** Opening DATA RECORDS block **
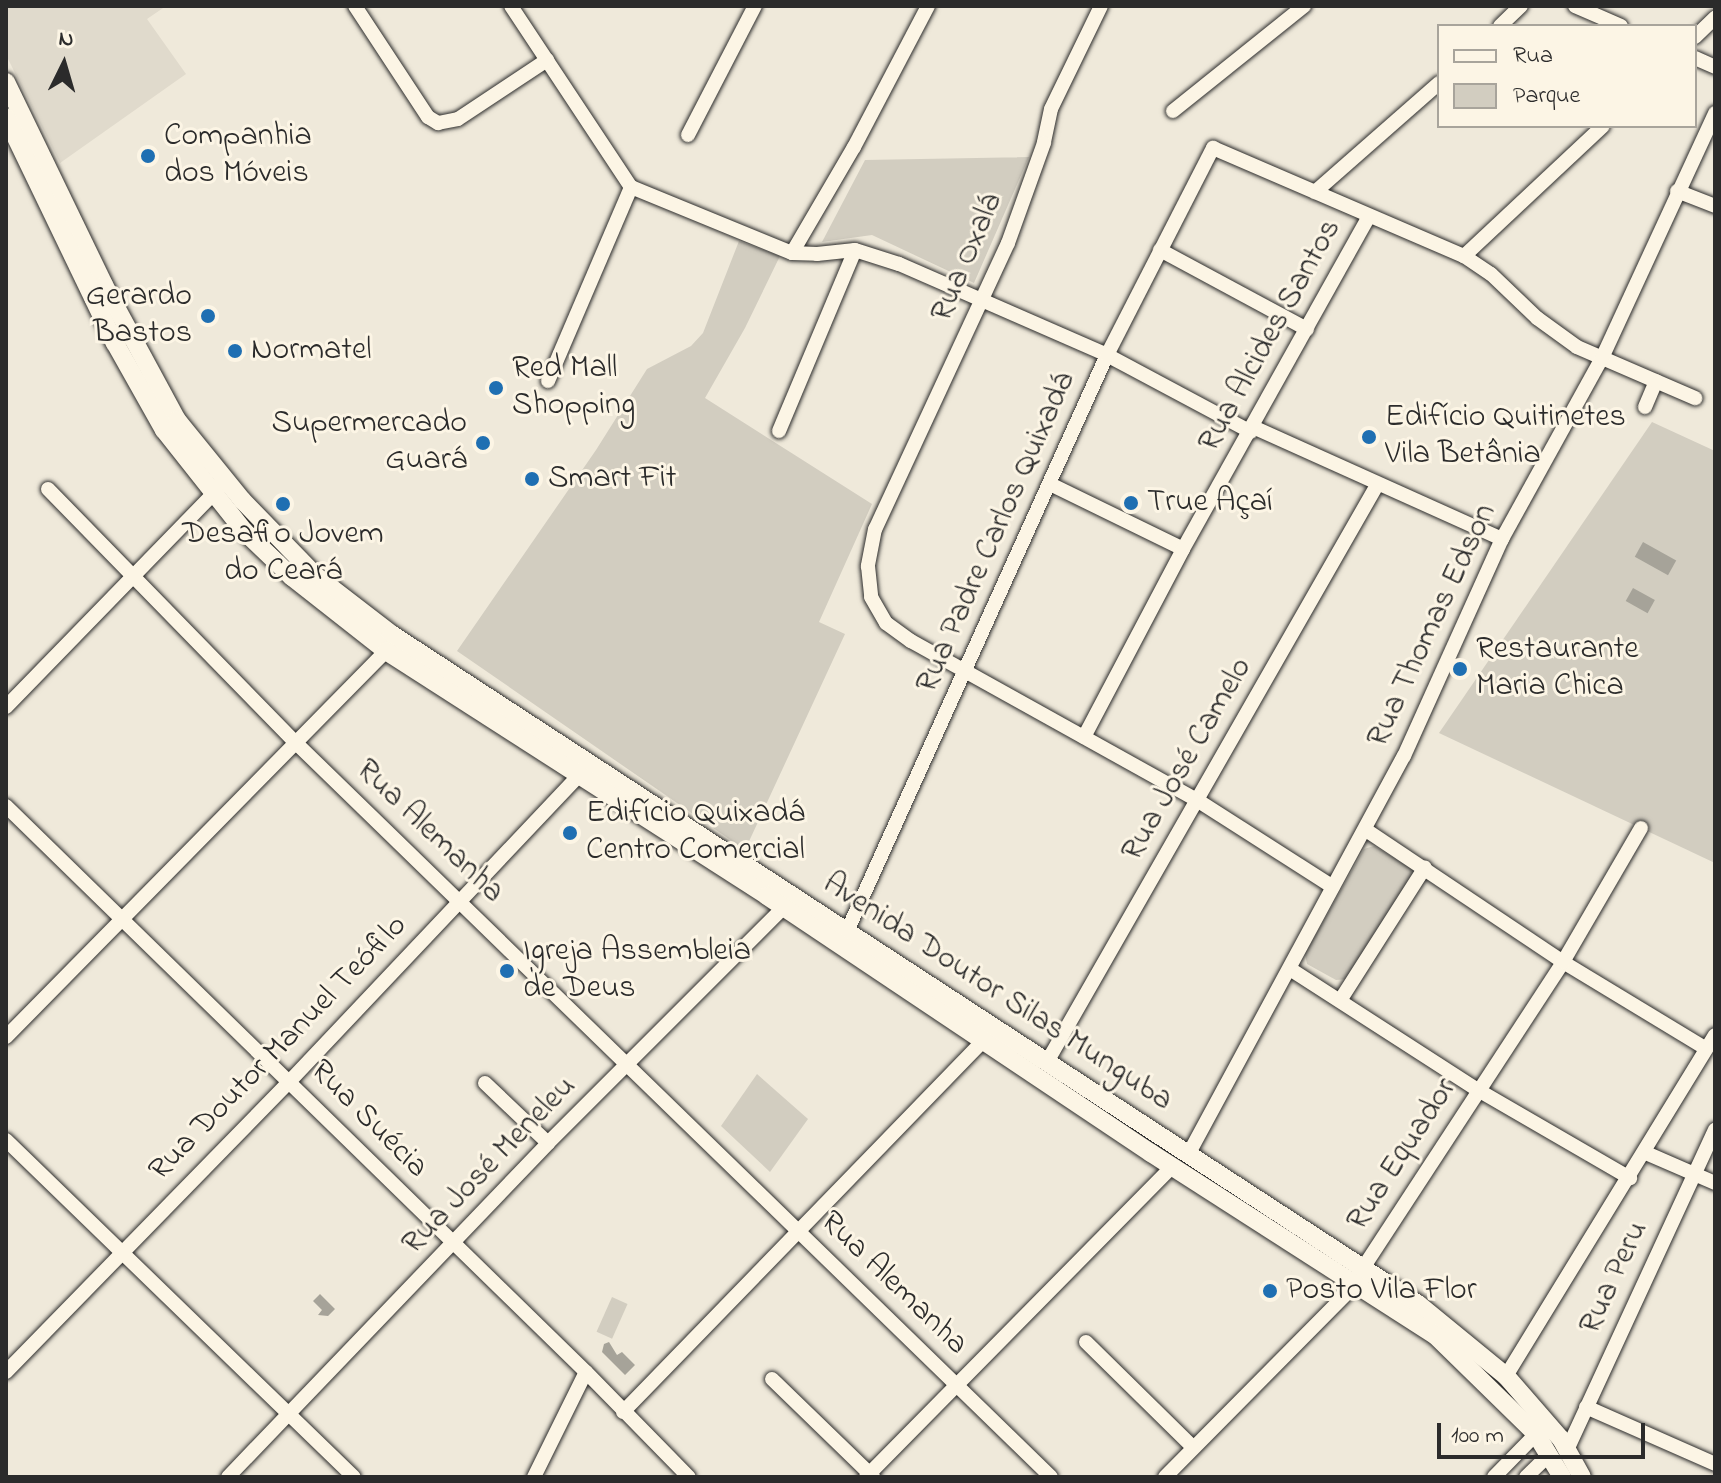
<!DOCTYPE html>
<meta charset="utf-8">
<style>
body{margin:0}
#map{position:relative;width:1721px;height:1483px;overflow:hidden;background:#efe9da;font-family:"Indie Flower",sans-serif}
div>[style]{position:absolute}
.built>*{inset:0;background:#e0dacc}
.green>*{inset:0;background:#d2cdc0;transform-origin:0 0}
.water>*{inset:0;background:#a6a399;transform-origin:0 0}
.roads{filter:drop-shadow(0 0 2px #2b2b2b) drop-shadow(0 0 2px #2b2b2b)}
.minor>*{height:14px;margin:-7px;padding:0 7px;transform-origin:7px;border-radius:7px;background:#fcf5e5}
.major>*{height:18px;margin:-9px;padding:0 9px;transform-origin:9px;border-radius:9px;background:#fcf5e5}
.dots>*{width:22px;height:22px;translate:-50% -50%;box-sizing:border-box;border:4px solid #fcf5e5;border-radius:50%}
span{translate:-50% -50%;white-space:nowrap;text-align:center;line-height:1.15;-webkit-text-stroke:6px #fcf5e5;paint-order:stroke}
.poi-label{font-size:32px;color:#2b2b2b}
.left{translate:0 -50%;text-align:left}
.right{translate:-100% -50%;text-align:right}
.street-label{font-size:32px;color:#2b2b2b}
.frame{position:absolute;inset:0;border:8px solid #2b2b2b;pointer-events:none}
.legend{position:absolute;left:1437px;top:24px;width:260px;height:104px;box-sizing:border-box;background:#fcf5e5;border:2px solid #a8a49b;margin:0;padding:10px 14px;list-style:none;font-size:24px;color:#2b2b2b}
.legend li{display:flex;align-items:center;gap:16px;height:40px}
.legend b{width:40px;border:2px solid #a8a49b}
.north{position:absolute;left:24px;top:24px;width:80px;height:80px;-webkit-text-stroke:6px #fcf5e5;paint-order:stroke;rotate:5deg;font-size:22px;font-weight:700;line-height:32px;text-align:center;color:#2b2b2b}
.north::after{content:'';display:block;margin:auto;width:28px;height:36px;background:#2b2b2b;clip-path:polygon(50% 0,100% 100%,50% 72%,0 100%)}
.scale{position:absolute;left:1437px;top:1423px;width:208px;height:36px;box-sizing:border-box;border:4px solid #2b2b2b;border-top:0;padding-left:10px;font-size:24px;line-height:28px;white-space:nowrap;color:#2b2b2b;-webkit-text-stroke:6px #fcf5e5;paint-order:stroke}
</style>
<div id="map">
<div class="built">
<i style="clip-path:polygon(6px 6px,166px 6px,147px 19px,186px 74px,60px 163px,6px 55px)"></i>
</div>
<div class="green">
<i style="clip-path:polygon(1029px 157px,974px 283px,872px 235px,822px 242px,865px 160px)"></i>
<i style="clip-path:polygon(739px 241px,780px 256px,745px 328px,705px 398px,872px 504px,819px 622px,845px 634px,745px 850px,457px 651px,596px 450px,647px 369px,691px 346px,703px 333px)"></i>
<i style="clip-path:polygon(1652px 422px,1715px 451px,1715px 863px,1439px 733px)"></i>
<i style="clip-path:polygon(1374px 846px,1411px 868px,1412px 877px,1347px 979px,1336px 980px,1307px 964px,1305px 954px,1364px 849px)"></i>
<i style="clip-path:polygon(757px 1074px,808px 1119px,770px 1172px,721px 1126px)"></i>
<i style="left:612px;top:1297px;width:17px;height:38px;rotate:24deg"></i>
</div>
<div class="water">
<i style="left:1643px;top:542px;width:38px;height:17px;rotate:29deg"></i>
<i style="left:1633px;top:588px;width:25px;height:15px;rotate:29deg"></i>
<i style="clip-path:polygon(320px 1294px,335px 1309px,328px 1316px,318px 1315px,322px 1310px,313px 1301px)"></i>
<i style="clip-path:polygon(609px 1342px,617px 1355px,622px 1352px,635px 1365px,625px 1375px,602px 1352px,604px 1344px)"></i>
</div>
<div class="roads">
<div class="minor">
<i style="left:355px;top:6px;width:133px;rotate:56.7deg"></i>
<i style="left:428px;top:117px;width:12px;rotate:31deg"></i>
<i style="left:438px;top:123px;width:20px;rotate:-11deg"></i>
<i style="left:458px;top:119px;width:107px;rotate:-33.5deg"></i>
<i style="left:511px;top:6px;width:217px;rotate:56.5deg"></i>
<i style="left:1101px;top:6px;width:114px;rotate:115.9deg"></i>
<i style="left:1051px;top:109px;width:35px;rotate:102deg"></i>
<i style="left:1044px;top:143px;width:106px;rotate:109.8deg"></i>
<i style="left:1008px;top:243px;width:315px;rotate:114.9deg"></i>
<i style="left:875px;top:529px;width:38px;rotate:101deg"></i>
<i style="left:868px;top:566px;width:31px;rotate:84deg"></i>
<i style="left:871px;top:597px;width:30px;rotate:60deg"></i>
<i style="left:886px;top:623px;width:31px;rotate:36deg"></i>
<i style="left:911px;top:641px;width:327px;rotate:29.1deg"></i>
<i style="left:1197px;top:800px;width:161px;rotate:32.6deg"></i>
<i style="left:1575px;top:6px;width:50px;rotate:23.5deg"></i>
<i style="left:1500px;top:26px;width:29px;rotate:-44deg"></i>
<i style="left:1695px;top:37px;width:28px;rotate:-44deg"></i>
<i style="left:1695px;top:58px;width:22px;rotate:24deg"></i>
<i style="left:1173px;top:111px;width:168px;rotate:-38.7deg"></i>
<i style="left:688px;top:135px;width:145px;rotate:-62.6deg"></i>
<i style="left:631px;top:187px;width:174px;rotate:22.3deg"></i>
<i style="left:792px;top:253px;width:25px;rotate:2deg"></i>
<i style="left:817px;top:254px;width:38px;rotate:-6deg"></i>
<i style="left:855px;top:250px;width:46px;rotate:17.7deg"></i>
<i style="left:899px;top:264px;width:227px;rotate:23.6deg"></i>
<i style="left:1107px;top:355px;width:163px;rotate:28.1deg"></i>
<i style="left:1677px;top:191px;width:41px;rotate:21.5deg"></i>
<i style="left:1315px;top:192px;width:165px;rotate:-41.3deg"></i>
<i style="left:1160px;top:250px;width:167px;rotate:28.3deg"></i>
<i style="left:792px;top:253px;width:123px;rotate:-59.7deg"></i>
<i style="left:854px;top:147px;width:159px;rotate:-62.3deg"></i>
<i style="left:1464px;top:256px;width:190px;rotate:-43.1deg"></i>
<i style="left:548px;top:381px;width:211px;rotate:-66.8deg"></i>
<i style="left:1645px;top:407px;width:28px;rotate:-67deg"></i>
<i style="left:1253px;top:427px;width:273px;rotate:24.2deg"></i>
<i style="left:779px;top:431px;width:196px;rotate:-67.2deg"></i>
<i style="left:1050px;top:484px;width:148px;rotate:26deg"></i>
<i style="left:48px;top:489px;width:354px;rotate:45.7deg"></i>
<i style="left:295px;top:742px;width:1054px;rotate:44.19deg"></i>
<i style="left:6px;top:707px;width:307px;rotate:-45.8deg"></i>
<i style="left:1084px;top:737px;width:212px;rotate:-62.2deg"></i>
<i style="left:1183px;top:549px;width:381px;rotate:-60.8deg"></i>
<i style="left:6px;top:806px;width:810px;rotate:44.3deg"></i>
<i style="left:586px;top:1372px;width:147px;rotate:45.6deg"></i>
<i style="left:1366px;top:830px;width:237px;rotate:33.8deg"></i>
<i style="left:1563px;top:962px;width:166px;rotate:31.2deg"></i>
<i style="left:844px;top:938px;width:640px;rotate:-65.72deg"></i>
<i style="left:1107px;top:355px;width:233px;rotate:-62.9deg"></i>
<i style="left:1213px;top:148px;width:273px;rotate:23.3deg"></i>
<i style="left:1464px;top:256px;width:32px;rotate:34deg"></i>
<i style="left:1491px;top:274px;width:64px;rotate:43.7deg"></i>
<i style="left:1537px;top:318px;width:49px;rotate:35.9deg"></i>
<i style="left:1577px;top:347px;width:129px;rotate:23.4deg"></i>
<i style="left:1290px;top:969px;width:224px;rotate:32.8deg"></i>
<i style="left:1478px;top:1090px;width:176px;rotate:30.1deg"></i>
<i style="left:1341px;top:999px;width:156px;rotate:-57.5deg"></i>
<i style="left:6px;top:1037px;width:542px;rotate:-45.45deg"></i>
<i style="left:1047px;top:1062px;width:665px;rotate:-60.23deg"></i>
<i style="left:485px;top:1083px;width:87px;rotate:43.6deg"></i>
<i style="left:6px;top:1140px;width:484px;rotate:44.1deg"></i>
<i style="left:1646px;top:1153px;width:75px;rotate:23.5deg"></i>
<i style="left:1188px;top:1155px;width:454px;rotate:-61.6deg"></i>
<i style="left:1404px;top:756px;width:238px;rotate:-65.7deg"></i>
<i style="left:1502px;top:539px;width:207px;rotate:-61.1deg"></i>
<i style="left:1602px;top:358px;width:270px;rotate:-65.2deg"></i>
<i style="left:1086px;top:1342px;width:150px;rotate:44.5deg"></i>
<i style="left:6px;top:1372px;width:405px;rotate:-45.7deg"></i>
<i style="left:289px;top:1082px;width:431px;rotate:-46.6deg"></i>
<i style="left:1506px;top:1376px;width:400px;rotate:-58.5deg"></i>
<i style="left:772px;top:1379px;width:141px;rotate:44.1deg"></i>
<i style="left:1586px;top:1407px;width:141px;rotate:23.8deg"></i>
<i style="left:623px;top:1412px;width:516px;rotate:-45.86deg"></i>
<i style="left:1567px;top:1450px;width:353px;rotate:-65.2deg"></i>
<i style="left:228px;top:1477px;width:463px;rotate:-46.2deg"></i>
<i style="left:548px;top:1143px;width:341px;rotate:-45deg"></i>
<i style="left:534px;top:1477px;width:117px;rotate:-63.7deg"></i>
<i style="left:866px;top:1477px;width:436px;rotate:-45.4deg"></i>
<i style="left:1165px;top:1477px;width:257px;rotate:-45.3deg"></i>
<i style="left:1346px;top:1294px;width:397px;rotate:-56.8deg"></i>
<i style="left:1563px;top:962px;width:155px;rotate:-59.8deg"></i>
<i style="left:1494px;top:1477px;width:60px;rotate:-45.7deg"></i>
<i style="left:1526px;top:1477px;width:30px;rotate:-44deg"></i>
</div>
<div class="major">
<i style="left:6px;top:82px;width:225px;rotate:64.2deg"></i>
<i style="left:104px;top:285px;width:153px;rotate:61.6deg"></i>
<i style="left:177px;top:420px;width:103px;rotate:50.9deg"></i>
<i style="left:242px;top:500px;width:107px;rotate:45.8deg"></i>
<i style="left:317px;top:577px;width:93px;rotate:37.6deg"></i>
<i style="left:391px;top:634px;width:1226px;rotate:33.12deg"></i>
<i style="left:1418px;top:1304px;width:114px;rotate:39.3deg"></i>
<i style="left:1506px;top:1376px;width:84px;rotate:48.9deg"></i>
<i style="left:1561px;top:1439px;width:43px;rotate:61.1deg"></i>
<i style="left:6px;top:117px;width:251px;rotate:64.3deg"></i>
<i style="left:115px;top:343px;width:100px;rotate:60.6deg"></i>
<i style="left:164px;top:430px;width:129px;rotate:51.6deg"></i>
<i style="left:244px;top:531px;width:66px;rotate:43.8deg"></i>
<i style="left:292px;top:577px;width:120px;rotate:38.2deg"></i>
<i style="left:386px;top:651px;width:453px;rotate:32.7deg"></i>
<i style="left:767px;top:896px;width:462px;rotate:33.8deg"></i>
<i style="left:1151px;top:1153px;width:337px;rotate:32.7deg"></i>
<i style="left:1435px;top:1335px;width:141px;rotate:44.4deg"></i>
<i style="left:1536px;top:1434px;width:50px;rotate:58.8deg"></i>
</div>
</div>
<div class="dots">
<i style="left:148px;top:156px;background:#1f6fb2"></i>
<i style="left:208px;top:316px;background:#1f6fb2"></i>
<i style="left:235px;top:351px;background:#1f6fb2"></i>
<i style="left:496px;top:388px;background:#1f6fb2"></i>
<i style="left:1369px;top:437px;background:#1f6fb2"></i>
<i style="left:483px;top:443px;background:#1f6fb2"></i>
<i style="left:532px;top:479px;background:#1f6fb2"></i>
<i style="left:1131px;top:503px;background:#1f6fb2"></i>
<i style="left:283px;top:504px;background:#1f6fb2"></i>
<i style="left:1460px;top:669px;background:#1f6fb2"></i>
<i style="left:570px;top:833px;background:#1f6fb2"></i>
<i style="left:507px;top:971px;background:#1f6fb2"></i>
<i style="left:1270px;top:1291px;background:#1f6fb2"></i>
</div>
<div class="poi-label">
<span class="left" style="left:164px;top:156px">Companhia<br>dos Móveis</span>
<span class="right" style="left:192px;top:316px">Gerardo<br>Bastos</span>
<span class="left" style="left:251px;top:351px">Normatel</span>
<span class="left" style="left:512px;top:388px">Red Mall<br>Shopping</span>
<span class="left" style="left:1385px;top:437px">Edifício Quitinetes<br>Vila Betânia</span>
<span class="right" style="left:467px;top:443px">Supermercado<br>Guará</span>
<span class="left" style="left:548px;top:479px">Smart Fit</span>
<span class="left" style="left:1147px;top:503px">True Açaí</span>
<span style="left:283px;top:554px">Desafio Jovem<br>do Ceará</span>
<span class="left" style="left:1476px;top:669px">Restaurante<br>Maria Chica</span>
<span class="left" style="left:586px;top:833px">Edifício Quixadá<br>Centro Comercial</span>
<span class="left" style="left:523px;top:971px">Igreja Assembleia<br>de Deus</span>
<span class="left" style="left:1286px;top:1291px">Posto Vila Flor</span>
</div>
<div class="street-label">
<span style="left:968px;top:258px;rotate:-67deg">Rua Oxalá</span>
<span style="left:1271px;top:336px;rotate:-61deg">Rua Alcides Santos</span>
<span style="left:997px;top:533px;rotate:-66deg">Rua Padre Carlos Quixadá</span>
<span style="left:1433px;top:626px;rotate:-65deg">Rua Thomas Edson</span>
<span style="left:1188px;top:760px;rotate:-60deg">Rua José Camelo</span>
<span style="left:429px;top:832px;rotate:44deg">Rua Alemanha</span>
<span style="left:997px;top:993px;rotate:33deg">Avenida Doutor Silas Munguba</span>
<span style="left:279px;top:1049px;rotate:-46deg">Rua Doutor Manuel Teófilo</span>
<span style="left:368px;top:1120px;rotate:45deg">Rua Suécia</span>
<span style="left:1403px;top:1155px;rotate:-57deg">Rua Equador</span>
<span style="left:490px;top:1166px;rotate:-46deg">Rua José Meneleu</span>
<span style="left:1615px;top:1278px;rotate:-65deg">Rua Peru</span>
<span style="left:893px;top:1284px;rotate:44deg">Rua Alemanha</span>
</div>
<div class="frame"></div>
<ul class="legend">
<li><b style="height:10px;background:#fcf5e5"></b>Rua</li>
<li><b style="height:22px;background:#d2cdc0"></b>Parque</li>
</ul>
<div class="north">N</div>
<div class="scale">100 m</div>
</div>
** Closing DATA RECORDS block **
INSTRUCTIONS TO FOLLOW:
Extract, word for word, each line from the top of the data down to and including the line with "2px #2b2b2b) drop-shadow(0"; skip the pictures.

SOLUTION BELOW:
<!DOCTYPE html>
<meta charset="utf-8">
<style>
body{margin:0}
#map{position:relative;width:1721px;height:1483px;overflow:hidden;background:#efe9da;font-family:"Indie Flower",sans-serif}
div>[style]{position:absolute}
.built>*{inset:0;background:#e0dacc}
.green>*{inset:0;background:#d2cdc0;transform-origin:0 0}
.water>*{inset:0;background:#a6a399;transform-origin:0 0}
.roads{filter:drop-shadow(0 0 2px #2b2b2b) drop-shadow(0 0 2px #2b2b2b)}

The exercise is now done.